- WHAT IS REQUIRED
A single number is the answer: the count of lines below that contain "halo".
** RECORDS SHOWN follows **
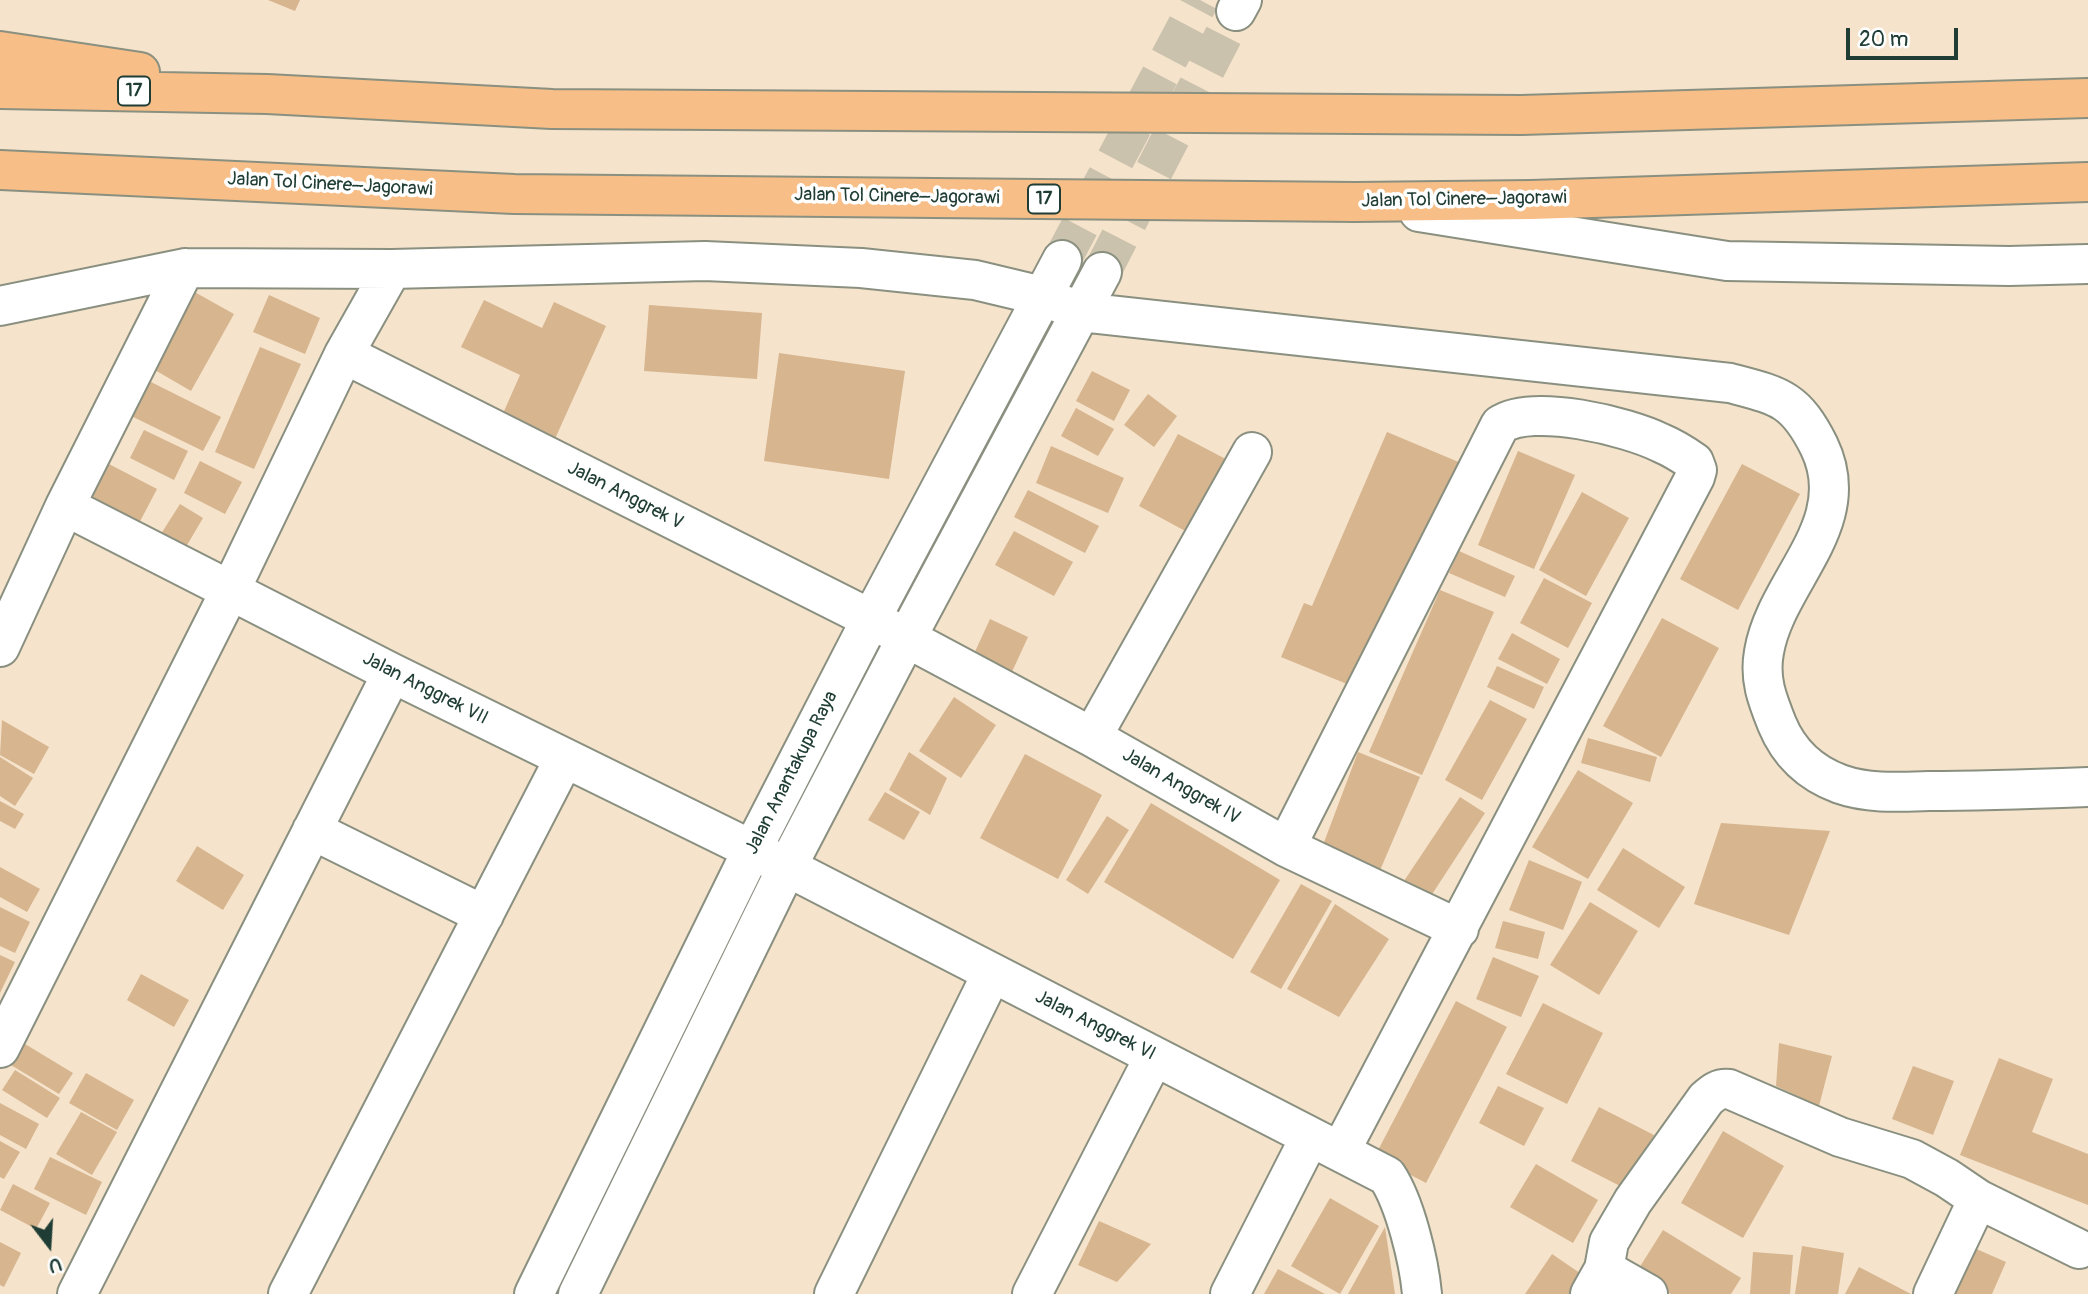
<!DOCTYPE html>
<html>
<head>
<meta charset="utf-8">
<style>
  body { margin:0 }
  #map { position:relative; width:2088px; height:1294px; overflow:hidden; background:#f5e3cb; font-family:Pangolin,sans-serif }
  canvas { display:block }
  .north { position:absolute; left:14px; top:1210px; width:70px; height:70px; -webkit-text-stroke:5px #fff; paint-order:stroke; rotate:163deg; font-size:19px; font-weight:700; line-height:28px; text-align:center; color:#1f3d34 }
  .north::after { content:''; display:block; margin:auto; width:24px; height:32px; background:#1f3d34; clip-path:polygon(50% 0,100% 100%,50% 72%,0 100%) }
  .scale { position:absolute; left:1846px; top:28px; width:112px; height:32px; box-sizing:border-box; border:4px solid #1f3d34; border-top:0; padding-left:9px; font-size:21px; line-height:24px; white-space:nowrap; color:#1f3d34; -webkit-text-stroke:5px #fff; paint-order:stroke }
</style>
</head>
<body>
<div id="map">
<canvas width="2088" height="1294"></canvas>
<div class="north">U</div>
<div class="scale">20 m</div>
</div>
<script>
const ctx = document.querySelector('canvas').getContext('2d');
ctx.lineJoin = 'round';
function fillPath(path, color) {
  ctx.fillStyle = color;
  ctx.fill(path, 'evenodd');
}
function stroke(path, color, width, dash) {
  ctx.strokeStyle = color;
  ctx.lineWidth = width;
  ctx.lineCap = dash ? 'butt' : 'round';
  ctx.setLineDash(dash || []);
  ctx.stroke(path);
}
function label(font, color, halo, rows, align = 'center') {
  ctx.font = font + ' Pangolin,sans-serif';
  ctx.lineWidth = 7;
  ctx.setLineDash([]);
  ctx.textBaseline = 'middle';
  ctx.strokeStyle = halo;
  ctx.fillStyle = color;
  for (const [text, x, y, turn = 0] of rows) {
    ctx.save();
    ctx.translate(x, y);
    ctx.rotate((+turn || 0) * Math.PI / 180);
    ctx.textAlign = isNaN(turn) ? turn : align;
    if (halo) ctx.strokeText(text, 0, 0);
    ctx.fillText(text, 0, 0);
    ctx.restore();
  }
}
fillPath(new Path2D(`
  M 268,0 L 300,0 L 295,11 Z
  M 191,290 L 234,314 L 191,391 L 148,366 Z
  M 269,295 L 320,318 L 305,354 L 253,332 Z
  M 484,300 L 542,328 L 554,302 L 606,326 L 554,441 L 501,418 L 520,375 L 461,347 Z
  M 649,305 L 762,313 L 757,379 L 644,371 Z
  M 260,347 L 301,364 L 254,469 L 215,452 Z
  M 779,353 L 905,371 L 889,479 L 764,461 Z
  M 1092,371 L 1130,390 L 1114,421 L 1076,401 Z
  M 145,379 L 221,417 L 203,451 L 127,414 Z
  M 1148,394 L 1177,416 L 1154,447 L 1124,425 Z
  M 1076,408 L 1114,429 L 1098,456 L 1061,436 Z
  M 144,430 L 188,451 L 174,480 L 130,458 Z
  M 1387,432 L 1461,463 L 1364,691 L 1281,657 L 1304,603 L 1312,606 Z
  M 1178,434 L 1239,466 L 1200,539 L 1139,506 Z
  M 1051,446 L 1124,478 L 1108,513 L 1036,483 Z
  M 1518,451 L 1575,475 L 1534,569 L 1478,545 Z
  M 200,461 L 242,482 L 225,514 L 184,493 Z
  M 107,463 L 157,489 L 136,529 L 86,504 Z
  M 1742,464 L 1800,494 L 1738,610 L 1680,579 Z
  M 1028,490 L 1099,526 L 1085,553 L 1014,517 Z
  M 1582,492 L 1629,518 L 1586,596 L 1539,570 Z
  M 180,504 L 203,518 L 183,552 L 159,537 Z
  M 1014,531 L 1073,562 L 1054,596 L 995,565 Z
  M 1459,551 L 1515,576 L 1505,597 L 1449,573 Z
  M 1544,578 L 1592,603 L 1568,648 L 1520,623 Z
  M 1440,590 L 1494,612 L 1422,775 L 1369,752 Z
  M 1662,618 L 1719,648 L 1661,757 L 1603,726 Z
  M 990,619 L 1028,637 L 1011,674 L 973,656 Z
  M 1512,633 L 1560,659 L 1547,684 L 1498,659 Z
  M 1497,666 L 1544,687 L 1534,709 L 1487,687 Z
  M 954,697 L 996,725 L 961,778 L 919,751 Z
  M 1490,700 L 1527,719 L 1482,800 L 1445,780 Z
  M 2,720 L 49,747 L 34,774 L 0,755 Z
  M 1588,738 L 1657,757 L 1650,782 L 1581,763 Z
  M 909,752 L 947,778 L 930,815 L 889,790 Z
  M 1358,752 L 1420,777 L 1378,875 L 1323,845 Z
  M 1025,754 L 1102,795 L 1058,879 L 980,838 Z
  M 0,757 L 33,778 L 15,806 L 0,796 Z
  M 1578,770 L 1633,803 L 1588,879 L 1532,847 Z
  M 885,792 L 920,812 L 904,840 L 868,820 Z
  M 1460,797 L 1485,813 L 1427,902 L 1400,887 Z
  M 0,801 L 24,814 L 15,829 L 0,821 Z
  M 1151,803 L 1280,880 L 1233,959 L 1104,882 Z
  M 1107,816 L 1129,830 L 1088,894 L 1066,880 Z
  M 1721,823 L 1830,831 L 1789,935 L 1694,904 Z
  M 197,846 L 244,875 L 223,910 L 176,881 Z
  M 1623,848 L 1685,887 L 1659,928 L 1597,890 Z
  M 1529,860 L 1582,882 L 1563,930 L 1509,910 Z
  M 0,867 L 40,889 L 27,912 L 0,897 Z
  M 1301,884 L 1332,901 L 1281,989 L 1250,972 Z
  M 1590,902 L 1638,931 L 1599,995 L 1550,965 Z
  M 1335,904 L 1389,939 L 1339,1017 L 1287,989 Z
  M 0,907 L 30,922 L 15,953 L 0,946 Z
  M 1503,921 L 1545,932 L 1538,959 L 1495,948 Z
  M 0,955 L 15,962 L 0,993 Z
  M 1493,957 L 1539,976 L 1521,1017 L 1476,999 Z
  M 141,974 L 189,1000 L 174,1027 L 127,1000 Z
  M 1456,1001 L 1507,1027 L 1426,1183 L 1375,1156 Z
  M 1543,1003 L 1603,1033 L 1567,1104 L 1506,1074 Z
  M 20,1041 L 73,1073 L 59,1094 L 6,1062 Z
  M 1779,1043 L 1832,1056 L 1819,1106 L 1776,1086 Z
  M 1999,1058 L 2053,1079 L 2032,1132 L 2088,1154 L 2088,1205 L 1960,1155 Z
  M 1913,1066 L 1954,1081 L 1933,1135 L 1892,1119 Z
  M 15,1070 L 60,1098 L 47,1118 L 2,1090 Z
  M 86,1073 L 134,1100 L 117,1130 L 69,1103 Z
  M 1498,1086 L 1544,1108 L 1524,1146 L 1479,1123 Z
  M 0,1103 L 39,1124 L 26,1149 L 0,1135 Z
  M 1599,1107 L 1654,1135 L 1626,1189 L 1571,1161 Z
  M 81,1112 L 117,1132 L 92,1175 L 56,1154 Z
  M 1723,1131 L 1784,1166 L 1743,1238 L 1681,1203 Z
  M 0,1141 L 20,1152 L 4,1179 L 0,1177 Z
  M 50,1157 L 102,1182 L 86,1215 L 34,1189 Z
  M 1536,1164 L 1598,1200 L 1573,1243 L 1510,1207 Z
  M 13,1184 L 50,1203 L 36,1229 L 0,1210 Z
  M 1330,1198 L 1379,1226 L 1340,1294 L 1291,1266 Z
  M 1099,1221 L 1151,1244 L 1117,1282 L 1078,1265 Z
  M 1385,1227 L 1395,1294 L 1348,1294 Z
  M 1663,1230 L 1741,1278 L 1731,1294 L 1671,1294 L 1636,1273 Z
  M 0,1242 L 21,1253 L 4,1287 L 0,1285 Z
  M 1965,1244 L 2006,1262 L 1992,1294 L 1943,1294 Z
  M 1802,1246 L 1844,1253 L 1838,1294 L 1795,1294 Z
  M 1753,1252 L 1793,1255 L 1790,1294 L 1750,1294 Z
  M 1552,1254 L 1590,1280 L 1580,1294 L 1525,1294 Z
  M 1859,1267 L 1911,1294 L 1845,1294 Z
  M 1278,1269 L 1325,1294 L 1264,1294 Z`), '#d7b58f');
stroke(new Path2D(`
  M 1062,260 L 1200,0
  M 1102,272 L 1236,11`), '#cac2ad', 38, [38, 19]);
const minor = new Path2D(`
  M 1236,11 L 1242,0
  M 1419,212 L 1727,261 L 2009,266 L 2088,264
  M 0,306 L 185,268 L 392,269 L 705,261 L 861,268 L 975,280 L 1042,296 L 1081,312 L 1730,383 C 1779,396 1795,398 1819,446 C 1857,524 1776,580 1764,652 C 1759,679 1767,699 1777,724 C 1789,753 1810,773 1840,784 C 1868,794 1899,792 1929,791 C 1982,791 2035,789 2088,787
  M 344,354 L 871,619 L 1092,737 L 1286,847 L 1459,929
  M 65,506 L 392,673 L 787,867 L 1387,1176 C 1405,1203 1419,1261 1422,1294
  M 0,647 L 65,506 L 185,268
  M 1092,737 L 1252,452
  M 312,830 L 484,915
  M 1286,847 L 1500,425 C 1532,403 1627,426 1661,443 C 1673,448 1684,455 1694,462 L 1697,470 L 1695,477 L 1340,1152
  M 0,1048 L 230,591 L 344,354 L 392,269
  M 1604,1269 L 1648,1294
  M 77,1294 L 392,673
  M 288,1294 L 564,759
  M 534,1294 L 752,850 L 871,619 L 1062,260
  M 578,1294 L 787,867 L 906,639 L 1102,272
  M 834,1294 L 992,973
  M 1032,1294 L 1154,1057
  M 1230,1294 L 1310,1137
  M 1590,1294 L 1604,1269 L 1609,1242 L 1633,1201 L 1706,1099 C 1714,1092 1719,1088 1729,1089 L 1840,1137 L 1912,1159 L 1947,1178 L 1978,1199 L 2079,1249
  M 1933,1294 L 1978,1199`);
const highway = new Path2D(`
  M 0,51 L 140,72
  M 0,89 L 267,94 L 552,109 L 1521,115 L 2088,98
  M 0,170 L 514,194 L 1355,202 L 1531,200 L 2088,182`);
stroke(minor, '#8a9080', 42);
stroke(highway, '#8a9080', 42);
stroke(minor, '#fff', 38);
stroke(highway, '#f7be87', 38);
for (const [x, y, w] of [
  [134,91,32],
  [1044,199,32]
]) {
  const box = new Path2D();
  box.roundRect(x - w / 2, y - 14.5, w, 29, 5);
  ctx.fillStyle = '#fff';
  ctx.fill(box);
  stroke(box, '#1f3d34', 2);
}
label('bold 18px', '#1f3d34', null, [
  ["17",134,91],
  ["17",1044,199]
]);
label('19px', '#1f3d34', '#fff', [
  ["Jalan Tol Cinere–Jagorawi",330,185,3],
  ["Jalan Tol Cinere–Jagorawi",897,197,1],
  ["Jalan Tol Cinere–Jagorawi",1464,200,-1],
  ["Jalan Anggrek V",625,496,27],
  ["Jalan Anggrek VII",425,689,27],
  ["Jalan Anantakupa Raya",792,773,-63],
  ["Jalan Anggrek IV",1181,787,30],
  ["Jalan Anggrek VI",1095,1026,27]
]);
</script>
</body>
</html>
** End of RECORDS SHOWN **
- RESPONSE BOX
3